▶ _Task requirements_
Show all lines from the records below in which the string "position" is present.

▶ _Material for this task_
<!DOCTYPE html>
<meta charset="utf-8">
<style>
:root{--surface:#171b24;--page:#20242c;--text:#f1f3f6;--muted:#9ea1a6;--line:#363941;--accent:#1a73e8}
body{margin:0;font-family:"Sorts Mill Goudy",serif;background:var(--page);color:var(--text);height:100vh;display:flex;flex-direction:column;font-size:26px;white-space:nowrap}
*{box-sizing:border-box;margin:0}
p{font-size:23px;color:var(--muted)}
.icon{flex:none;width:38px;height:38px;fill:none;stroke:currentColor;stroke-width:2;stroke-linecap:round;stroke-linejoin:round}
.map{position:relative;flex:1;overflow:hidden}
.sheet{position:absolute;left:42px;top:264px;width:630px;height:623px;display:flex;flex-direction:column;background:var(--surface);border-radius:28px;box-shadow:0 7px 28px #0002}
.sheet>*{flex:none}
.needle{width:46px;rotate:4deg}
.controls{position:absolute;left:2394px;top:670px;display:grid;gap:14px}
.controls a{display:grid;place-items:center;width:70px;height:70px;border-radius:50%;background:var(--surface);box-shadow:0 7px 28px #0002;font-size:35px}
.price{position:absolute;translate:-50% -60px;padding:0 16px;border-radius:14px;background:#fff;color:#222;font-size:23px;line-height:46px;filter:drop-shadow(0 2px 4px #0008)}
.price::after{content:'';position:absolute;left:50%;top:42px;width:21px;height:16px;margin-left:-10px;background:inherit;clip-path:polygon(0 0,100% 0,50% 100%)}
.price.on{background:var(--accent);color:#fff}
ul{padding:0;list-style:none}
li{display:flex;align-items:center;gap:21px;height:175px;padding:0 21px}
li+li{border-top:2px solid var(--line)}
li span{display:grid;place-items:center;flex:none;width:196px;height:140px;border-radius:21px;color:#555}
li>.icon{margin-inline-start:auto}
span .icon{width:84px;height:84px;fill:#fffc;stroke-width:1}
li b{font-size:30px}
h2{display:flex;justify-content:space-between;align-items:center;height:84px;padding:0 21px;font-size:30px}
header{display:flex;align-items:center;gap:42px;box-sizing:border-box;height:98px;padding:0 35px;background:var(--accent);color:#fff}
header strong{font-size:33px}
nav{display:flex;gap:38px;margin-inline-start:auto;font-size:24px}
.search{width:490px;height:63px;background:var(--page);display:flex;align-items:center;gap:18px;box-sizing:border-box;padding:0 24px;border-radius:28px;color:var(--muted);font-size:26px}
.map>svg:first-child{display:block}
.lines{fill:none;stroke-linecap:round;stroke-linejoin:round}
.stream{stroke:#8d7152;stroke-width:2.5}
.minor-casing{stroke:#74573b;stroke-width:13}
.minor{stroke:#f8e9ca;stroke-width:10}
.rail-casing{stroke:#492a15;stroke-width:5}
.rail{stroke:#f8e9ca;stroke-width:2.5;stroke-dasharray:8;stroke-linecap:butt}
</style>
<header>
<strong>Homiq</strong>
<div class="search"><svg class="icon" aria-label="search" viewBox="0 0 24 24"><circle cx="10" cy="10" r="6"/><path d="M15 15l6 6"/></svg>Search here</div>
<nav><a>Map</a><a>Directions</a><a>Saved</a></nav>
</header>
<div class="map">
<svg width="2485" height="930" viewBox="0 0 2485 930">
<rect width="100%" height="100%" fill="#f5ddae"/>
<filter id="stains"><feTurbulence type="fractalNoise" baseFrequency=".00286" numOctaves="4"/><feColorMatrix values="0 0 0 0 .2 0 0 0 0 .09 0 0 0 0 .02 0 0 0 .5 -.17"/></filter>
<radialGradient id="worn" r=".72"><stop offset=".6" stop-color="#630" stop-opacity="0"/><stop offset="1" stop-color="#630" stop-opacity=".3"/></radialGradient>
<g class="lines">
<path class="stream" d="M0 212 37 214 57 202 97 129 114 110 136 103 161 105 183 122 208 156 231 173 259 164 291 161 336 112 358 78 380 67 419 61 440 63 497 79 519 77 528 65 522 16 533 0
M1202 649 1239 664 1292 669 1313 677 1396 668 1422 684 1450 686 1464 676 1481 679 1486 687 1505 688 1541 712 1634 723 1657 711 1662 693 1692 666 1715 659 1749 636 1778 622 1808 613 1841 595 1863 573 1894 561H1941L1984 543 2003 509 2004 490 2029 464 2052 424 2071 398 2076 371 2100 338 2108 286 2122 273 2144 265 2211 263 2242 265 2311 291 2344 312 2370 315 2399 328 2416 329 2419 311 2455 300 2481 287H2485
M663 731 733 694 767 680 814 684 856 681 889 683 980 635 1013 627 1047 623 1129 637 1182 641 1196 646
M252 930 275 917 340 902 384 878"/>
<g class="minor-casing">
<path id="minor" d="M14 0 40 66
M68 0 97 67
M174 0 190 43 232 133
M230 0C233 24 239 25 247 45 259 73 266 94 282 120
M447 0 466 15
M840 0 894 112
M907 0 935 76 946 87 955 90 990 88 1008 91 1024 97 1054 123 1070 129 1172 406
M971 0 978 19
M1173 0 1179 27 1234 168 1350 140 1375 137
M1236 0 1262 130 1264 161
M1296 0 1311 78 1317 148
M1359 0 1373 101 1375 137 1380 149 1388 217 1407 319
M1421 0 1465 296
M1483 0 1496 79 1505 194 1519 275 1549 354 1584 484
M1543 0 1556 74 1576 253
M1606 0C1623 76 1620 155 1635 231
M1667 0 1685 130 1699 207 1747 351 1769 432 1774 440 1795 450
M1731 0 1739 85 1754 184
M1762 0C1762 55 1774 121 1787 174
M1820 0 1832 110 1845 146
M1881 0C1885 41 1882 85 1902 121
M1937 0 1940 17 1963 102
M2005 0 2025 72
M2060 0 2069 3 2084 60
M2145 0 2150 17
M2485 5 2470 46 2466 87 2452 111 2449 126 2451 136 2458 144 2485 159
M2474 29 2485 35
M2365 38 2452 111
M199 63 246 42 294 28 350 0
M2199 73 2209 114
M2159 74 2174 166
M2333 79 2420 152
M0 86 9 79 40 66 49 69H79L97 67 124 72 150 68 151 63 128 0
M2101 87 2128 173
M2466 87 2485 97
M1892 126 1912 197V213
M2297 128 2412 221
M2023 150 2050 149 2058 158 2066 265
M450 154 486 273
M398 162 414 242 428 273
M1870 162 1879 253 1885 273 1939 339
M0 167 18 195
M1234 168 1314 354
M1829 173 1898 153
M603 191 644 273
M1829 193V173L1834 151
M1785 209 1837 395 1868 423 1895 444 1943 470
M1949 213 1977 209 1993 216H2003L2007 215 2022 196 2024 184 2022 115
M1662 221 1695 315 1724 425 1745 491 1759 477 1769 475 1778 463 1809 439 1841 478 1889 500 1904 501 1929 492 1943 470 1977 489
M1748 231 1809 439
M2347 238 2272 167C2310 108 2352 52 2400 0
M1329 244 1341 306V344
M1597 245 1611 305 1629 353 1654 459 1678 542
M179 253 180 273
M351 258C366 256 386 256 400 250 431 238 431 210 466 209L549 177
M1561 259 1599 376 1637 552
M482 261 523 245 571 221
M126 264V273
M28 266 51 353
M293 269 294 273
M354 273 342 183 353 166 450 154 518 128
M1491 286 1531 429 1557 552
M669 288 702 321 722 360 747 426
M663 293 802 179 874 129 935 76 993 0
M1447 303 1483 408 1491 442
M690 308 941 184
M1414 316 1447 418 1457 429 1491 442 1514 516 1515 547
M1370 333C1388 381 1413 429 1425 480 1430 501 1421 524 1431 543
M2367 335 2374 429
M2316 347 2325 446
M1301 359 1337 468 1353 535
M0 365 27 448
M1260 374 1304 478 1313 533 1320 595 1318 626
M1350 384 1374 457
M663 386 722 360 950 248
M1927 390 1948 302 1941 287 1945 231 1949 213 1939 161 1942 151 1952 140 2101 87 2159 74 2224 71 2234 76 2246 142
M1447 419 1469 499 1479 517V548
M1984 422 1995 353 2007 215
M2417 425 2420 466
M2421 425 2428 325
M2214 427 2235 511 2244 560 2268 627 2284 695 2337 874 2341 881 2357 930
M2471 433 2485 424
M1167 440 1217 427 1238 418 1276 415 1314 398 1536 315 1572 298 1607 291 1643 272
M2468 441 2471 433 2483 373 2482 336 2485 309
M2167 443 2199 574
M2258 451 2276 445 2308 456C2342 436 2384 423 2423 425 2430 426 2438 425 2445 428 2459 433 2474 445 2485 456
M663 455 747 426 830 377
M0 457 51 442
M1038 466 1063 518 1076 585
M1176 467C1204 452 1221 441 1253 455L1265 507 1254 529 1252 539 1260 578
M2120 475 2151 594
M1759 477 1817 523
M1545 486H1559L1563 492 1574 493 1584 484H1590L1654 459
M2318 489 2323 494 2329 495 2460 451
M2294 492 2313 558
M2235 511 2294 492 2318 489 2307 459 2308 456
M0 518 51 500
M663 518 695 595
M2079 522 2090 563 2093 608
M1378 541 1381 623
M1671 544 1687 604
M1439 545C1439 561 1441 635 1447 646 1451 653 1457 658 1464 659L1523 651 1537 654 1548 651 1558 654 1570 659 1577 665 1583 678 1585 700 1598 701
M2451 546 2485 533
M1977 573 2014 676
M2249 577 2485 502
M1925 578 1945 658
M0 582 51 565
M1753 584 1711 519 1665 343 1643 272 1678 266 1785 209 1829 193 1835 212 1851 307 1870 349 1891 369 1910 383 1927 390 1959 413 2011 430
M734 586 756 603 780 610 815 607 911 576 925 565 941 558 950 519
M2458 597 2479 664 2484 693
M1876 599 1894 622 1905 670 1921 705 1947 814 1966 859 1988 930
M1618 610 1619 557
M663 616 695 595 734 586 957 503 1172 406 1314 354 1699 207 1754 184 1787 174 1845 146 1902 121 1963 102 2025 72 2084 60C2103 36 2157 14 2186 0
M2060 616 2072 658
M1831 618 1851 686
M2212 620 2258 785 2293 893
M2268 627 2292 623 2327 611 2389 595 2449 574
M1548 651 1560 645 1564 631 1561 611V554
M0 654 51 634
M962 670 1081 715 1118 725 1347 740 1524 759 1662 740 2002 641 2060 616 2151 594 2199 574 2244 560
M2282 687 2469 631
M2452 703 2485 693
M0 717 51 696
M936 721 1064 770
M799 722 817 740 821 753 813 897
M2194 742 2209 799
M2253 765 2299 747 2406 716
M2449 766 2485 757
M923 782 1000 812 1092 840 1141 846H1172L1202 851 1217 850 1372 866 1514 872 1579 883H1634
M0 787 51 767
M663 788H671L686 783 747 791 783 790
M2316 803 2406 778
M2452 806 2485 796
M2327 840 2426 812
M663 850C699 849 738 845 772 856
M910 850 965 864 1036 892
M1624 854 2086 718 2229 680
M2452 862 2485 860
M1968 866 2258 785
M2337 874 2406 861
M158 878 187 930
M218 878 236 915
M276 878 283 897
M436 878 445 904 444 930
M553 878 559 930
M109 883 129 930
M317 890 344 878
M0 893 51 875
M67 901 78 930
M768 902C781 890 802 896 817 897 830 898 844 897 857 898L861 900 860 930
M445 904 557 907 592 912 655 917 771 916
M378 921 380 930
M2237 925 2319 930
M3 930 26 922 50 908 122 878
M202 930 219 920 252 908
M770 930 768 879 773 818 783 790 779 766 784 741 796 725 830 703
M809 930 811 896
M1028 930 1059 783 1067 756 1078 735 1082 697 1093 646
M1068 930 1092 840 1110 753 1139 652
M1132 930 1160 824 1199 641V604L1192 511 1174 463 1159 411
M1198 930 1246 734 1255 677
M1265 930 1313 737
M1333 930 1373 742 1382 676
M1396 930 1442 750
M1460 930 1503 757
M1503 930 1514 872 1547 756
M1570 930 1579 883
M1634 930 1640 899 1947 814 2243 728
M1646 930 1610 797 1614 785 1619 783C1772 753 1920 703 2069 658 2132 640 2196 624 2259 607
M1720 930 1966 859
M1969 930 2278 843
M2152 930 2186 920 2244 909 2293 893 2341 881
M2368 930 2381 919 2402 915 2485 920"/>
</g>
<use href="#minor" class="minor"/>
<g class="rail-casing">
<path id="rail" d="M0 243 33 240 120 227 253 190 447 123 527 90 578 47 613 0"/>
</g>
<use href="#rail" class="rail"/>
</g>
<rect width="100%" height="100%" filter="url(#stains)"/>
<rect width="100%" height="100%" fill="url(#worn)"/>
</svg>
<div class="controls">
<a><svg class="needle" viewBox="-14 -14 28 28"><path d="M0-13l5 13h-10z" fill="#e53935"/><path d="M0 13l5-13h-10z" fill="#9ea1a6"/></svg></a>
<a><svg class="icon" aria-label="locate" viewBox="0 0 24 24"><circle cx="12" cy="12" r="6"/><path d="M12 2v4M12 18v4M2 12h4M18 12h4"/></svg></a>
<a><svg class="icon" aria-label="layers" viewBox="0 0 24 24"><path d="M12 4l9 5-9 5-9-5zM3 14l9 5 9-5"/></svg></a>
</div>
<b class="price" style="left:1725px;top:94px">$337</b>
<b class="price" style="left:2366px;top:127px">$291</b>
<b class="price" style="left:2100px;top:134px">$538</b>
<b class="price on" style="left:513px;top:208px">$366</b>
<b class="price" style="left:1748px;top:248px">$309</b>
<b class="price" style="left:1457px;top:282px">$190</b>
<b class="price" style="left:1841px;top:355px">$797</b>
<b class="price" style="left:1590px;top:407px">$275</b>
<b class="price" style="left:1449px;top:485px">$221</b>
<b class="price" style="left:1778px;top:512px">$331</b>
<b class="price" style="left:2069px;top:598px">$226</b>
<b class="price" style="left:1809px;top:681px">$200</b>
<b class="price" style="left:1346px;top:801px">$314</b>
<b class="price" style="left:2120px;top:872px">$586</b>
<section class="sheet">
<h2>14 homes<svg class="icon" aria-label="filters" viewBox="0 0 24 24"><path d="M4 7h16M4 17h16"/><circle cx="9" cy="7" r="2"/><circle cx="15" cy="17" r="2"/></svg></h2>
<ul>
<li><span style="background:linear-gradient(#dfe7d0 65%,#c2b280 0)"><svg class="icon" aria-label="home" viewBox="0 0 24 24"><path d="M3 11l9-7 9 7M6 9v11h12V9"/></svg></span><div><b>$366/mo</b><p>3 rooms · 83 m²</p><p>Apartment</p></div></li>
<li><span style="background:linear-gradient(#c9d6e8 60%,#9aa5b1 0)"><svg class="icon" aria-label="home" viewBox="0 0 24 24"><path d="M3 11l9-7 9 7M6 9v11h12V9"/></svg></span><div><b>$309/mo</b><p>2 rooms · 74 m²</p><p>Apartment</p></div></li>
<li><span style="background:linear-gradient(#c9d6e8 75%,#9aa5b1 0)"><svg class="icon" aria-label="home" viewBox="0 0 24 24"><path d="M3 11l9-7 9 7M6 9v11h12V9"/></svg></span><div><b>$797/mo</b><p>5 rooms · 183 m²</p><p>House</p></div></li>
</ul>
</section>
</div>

▶ _Solution below_
.map{position:relative;flex:1;overflow:hidden}
.sheet{position:absolute;left:42px;top:264px;width:630px;height:623px;display:flex;flex-direction:column;background:var(--surface);border-radius:28px;box-shadow:0 7px 28px #0002}
.controls{position:absolute;left:2394px;top:670px;display:grid;gap:14px}
.price{position:absolute;translate:-50% -60px;padding:0 16px;border-radius:14px;background:#fff;color:#222;font-size:23px;line-height:46px;filter:drop-shadow(0 2px 4px #0008)}
.price::after{content:'';position:absolute;left:50%;top:42px;width:21px;height:16px;margin-left:-10px;background:inherit;clip-path:polygon(0 0,100% 0,50% 100%)}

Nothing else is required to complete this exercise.